The Upper West Side watering hole Malachy’s has been in the process of replacing its facade since late April, and what’s left of its gruesome exterior are scraps of dilapidated plywood — and a few Irish flags.

“Obviously the current situation looks more like a disaster area and needs to be fixed,” said Jon Hill, who leads the UWS’ Architecture Instagram handle. “Projecting that kind of vibe isn’t good for the company, the neighborhood, or the city.”

The Irish – and many others – the eyes of the neighborhood are not smiling.

“It’s a shame to leave something like this on an otherwise very pretty block,” said Haley Fox, owner of Alice’s Tea Cup, a block away. “At least put some paint on it.”

But Malachy’s — a staple on West 72nd Street near Columbus Ave. since the late 1980s — is the kind of place people love “because it’s old and ugly,” insisted Mike Mishkin, owner of news site

“It’s gone from a dive bar to a burnt down crack den, but hopefully it will look good once they’re done renovating,” he said.

The “old and ugly” bar might look like this once the renovations are complete.

Owner Theresa Kelly McCarthy explained that renovation projects – replacing the torn awning and adding windows that open – were in the works before the pandemic.

“We said, ‘Maybe it will attract more people,’ said the Irish native, who was a waitress there before buying the bar in 2015 with Billy Raftery.

It was his idea to add the flags.

“I said, ‘We don’t have anything there, let’s put the Irish flags all around. And I cut them on St.

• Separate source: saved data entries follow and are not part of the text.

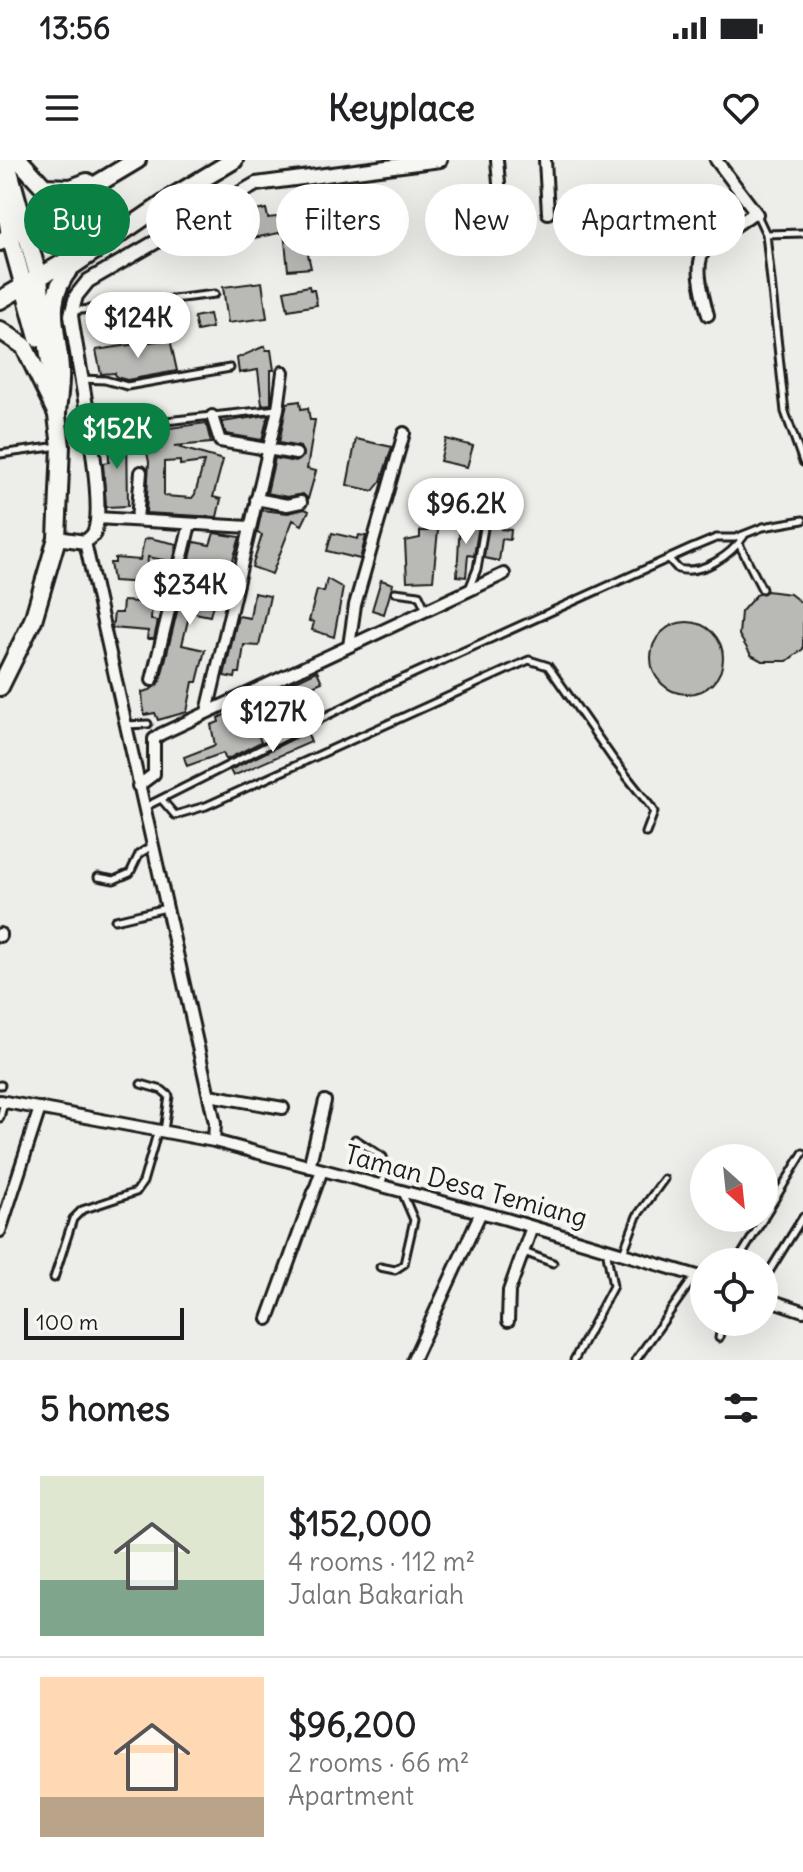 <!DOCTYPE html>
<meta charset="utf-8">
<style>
body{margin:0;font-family:Delius,sans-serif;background:#f2f2f2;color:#202124;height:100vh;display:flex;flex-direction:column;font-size:30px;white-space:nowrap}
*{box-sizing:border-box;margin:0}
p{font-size:26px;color:#757577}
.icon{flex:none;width:44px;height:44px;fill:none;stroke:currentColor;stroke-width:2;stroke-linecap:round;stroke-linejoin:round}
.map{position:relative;height:1200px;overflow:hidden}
.side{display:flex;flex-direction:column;background:#fff;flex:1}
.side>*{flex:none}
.guide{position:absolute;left:24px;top:24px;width:756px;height:72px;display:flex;gap:16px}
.needle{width:52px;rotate:153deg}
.fabs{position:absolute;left:690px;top:984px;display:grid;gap:16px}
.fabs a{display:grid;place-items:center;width:88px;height:88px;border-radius:50%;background:#fff;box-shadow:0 8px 32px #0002;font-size:40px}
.scale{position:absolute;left:24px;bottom:20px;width:160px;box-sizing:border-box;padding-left:8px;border:4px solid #1c1c1c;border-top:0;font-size:22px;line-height:28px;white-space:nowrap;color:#1c1c1c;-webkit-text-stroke:6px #f6f6f2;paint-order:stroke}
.price{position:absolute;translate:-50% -68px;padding:0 18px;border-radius:28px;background:#fff;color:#222;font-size:26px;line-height:52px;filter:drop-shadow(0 2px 4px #0008)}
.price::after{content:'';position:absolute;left:50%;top:48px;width:24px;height:18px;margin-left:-12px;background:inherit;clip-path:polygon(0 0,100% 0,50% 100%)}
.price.active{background:#0b8043;color:#fff}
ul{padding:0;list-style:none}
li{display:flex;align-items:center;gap:24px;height:200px;padding:0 40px}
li+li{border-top:2px solid #e0e0e0}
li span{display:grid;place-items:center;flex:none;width:224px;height:160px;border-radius:0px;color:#555}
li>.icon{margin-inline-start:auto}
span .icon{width:96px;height:96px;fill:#fffc;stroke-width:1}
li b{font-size:34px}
h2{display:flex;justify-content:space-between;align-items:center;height:96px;padding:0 40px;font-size:34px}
.chip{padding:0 28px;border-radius:36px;background:#fff;box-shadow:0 8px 32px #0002;font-size:28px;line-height:72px}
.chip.active{background:#0b8043;color:#fff}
.status{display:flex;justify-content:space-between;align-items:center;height:56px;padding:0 40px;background:#fff;direction:ltr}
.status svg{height:22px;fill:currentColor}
header{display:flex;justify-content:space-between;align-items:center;height:104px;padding:0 40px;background:#fff;font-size:36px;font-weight:700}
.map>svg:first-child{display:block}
</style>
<div class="status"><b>13:56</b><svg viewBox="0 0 49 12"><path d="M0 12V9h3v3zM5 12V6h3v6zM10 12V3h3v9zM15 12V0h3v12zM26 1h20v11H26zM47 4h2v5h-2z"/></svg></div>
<header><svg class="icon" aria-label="menu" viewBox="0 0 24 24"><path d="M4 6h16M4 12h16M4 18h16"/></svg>Keyplace<svg class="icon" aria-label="heart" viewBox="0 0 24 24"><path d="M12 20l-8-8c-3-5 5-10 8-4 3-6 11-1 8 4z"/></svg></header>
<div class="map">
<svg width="803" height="1200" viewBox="0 0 803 1200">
<rect width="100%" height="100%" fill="#edede9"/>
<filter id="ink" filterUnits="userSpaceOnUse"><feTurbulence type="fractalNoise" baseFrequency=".0125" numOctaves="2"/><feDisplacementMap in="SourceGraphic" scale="16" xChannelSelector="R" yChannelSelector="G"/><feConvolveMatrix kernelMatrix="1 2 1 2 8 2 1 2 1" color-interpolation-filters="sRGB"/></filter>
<g filter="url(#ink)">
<!-- building -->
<path fill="#b9b9b6" stroke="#1c1c1c" stroke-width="2" fill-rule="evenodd" d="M249 42 250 52 266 49 268 58 295 55V59L309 57 311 75 304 76 311 108 288 110 284 72 228 83 225 73 236 71 233 51Z
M352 50 358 80 335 85 329 55Z
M262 122 267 158 228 163 223 127Z
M309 126 310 130H314L317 145 288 150 284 131Z
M157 146 158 159 117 165 116 158 105 159V153Z
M209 154 212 168 197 171 194 157Z
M170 179 177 211 127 220 116 217 115 213 101 214 96 190Z
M265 186 266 190H271L274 210H271V244L262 245 258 210 239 213 237 198Z
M300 241 301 249 308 248 310 260H315L307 309 316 311 308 339 303 334 287 337 267 333 275 298 295 302 304 296 300 287 279 283 287 243Z
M268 255 262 280 226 274 222 262Z
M206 263 211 283 174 286 223 300 213 337 221 339 217 357 146 353 149 302 147 293 157 292 156 286 163 285 162 269ZM180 301V305L204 302 195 334 192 338 164 336V302Z
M127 271 128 346 106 347 103 303 109 302 108 273Z
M356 279 392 287 381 321 373 331 347 325Z
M446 279 473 286 467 307 440 301Z
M491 328 512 330 511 341 504 340 501 369 511 370 510 380 502 379 499 401 484 398Z
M305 349 309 351 302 365 293 360 272 414 252 407 262 375 257 373 262 350 288 353Z
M460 361 479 365 474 396 468 395 466 417 457 416Z
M427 362H436L438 370 433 420 407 421 405 381 420 378V371H428Z
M214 373 240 377 228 416 221 414 210 456 190 452 182 485 205 490 197 522H193L187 552 158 560 155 553 144 555 142 532 150 530 160 522 194 382 210 385Z
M332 373 358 379 359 375 366 376 360 399 327 391Z
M149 378 177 384 173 402 148 397 146 423 113 421 110 403H115V398L140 400 144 380Z
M327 419 343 428 334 477 312 470 314 462 309 461 317 430 324 432Z
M381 420 393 424 384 454 372 450Z
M767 431 790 434 803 444V489L787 501H762L751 495 739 475 741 452 756 435Z
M254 433 270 436 259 486 244 485 240 513H236L235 518 224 516 238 456 250 458Z
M123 441 152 443 151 460 158 461 154 479H147L148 471 112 468 114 453H122Z
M651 498a36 36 0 1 1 72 0a36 36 0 1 1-72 0Z
M317 511 322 522 288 536 291 543 261 553 267 569 257 572 261 582 226 600 223 593 187 606 184 597 215 585 211 565 219 562 218 558Z
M307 572 311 582 233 616 230 610Z"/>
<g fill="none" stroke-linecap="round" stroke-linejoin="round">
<defs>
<path id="service" d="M757 55 766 74 785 252 803 302
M766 74 803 73
M73 151 215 134
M82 219 105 220 127 226 230 208
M92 269 277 249
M0 294 59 286
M739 384 762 429
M669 399 678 409C703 415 731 395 744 376
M469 429 477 409 484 368
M395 432 419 435 426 450
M125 565 148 564
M162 640 175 655 206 646 529 500 548 506 613 599 651 647 654 652 646 673
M143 648 384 527 692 388 716 378H735L763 367 803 360
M98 717 114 720 130 713 139 694 152 686
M115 760 166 748
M141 924 162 930 169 936 164 971
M0 925H1
M0 958 4 942
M355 979 383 997 387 1008 381 1025
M764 1057 803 993
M524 1092 553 1103
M623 1093 637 1056 664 1019
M737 1102 764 1058
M380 1107 395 1110 404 1104 414 1060 402 1032
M54 1118 73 1059 82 1050 136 1032 143 1022 158 970
M764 1120 803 1057
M719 1178 722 1162
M574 1200 613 1126 606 1089
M636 1200 695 1116"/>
<path id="minor" d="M497 0 502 58
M545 0 548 53
M716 0 757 54
M708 155C688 81 703 91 755 52
M212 256 220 281 296 294
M256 339 287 345 301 342
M97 358 249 367
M137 360 141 312
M85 382 215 963 214 981
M349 486 355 445 404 273
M152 520 190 364
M207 552 278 249 283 212
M138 626 154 614V579L161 574 504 414
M0 776V774
M209 935 283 948
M0 941 214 981 506 1059 704 1118
M309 1007 325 941
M0 1071 40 948
M764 1138 803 1151
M268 1159 322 1010
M508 1161 509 1131 532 1067
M413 1200 481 1052"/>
<path id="tertiary" d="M57 378 85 382C87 380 92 377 94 373 108 344 76 196 71 155L76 136 88 121 256 24 440 0"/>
<path id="primary" d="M0 12 10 76 38 178
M0 527 33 460 57 378 61 286 39 119 6 0"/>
<path id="trunk" d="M19 0 44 27 71 28 87 22
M174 36 234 0
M65 48 54 63 55 73 69 86 114 68
M0 82 137 0
M0 140 72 98
M0 170 24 186 56 252
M57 253C58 239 61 224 60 209 58 169 42 142 71 107L181 32"/>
</defs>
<!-- service casing -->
<use href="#service" stroke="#1c1c1c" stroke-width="11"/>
<!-- minor casing -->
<use href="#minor" stroke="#1c1c1c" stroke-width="16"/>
<!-- tertiary casing -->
<use href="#tertiary" stroke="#1c1c1c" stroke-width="18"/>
<!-- primary casing -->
<use href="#primary" stroke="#1c1c1c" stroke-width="22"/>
<!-- trunk casing -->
<use href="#trunk" stroke="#1c1c1c" stroke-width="22"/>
<!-- service -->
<use href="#service" stroke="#f6f6f2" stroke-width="5"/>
<!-- minor -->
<use href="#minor" stroke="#f6f6f2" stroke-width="10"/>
<!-- tertiary -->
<use href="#tertiary" stroke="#f6f6f2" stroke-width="12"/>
<!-- primary -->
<use href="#primary" stroke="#f6f6f2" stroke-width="16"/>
<!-- trunk -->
<use href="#trunk" stroke="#f6f6f2" stroke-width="16"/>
</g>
</g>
<g text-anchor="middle" stroke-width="8" stroke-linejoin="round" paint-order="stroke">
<!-- street labels -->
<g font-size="26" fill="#1c1c1c" stroke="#f6f6f2">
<text transform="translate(466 1026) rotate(15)" y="9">Taman Desa Temiang</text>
</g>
</g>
</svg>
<div class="fabs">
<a><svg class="needle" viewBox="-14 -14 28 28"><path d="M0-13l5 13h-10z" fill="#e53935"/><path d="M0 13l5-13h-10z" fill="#757577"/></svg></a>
<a><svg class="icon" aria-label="locate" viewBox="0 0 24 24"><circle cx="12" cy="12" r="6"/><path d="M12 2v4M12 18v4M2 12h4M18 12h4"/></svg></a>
</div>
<div class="scale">100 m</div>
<b class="price" style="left:138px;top:200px">$124K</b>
<b class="price active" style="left:117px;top:311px">$152K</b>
<b class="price" style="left:466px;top:386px">$96.2K</b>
<b class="price" style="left:190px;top:467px">$234K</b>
<b class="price" style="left:273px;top:594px">$127K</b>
<div class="guide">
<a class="chip active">Buy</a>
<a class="chip">Rent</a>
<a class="chip">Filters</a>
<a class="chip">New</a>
<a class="chip">Apartment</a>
</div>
</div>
<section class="side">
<h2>5 homes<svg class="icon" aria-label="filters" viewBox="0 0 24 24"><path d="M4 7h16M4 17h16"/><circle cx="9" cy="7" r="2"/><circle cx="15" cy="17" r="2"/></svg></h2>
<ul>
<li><span style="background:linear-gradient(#dfe7d0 65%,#7fa58c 0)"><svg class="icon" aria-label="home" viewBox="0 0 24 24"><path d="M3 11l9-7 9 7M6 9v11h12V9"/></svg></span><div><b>$152,000</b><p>4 rooms · 112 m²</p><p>Jalan Bakariah</p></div></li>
<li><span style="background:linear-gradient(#ffd9b3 75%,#b9a48a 0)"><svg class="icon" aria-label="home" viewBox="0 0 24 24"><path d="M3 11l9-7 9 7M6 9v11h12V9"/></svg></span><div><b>$96,200</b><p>2 rooms · 66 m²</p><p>Apartment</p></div></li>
</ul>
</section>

Patrick’s Day [decorations] and I pasted them all on,” she explained.

McCarthy claimed the bar hadn’t received any negative comments about her appearance.

Malachy's Donegal Inn
For some customers, the poor quality facade is more of an attraction than a deterrent.
JC Rice

“They just thought we were exhausted,” she said.

Work began in late April, but the project has stalled as contractors await additional permits.

Some residents said the bar’s condition has given the neighborhood — best known for its strollers and dog strollers — a hip new vibe.

“I actually think it looks pretty cool as a little piece of the East Village on the Upper West Side,” said Sophie Orlich, who lives a few blocks away.

And that could be good for his bottom line.

“I thought it was closed, but I kept seeing people coming in and out and was intrigued to check it out,” said Matt Meoni, a Bed-Stuyvesant resident who worked in the area.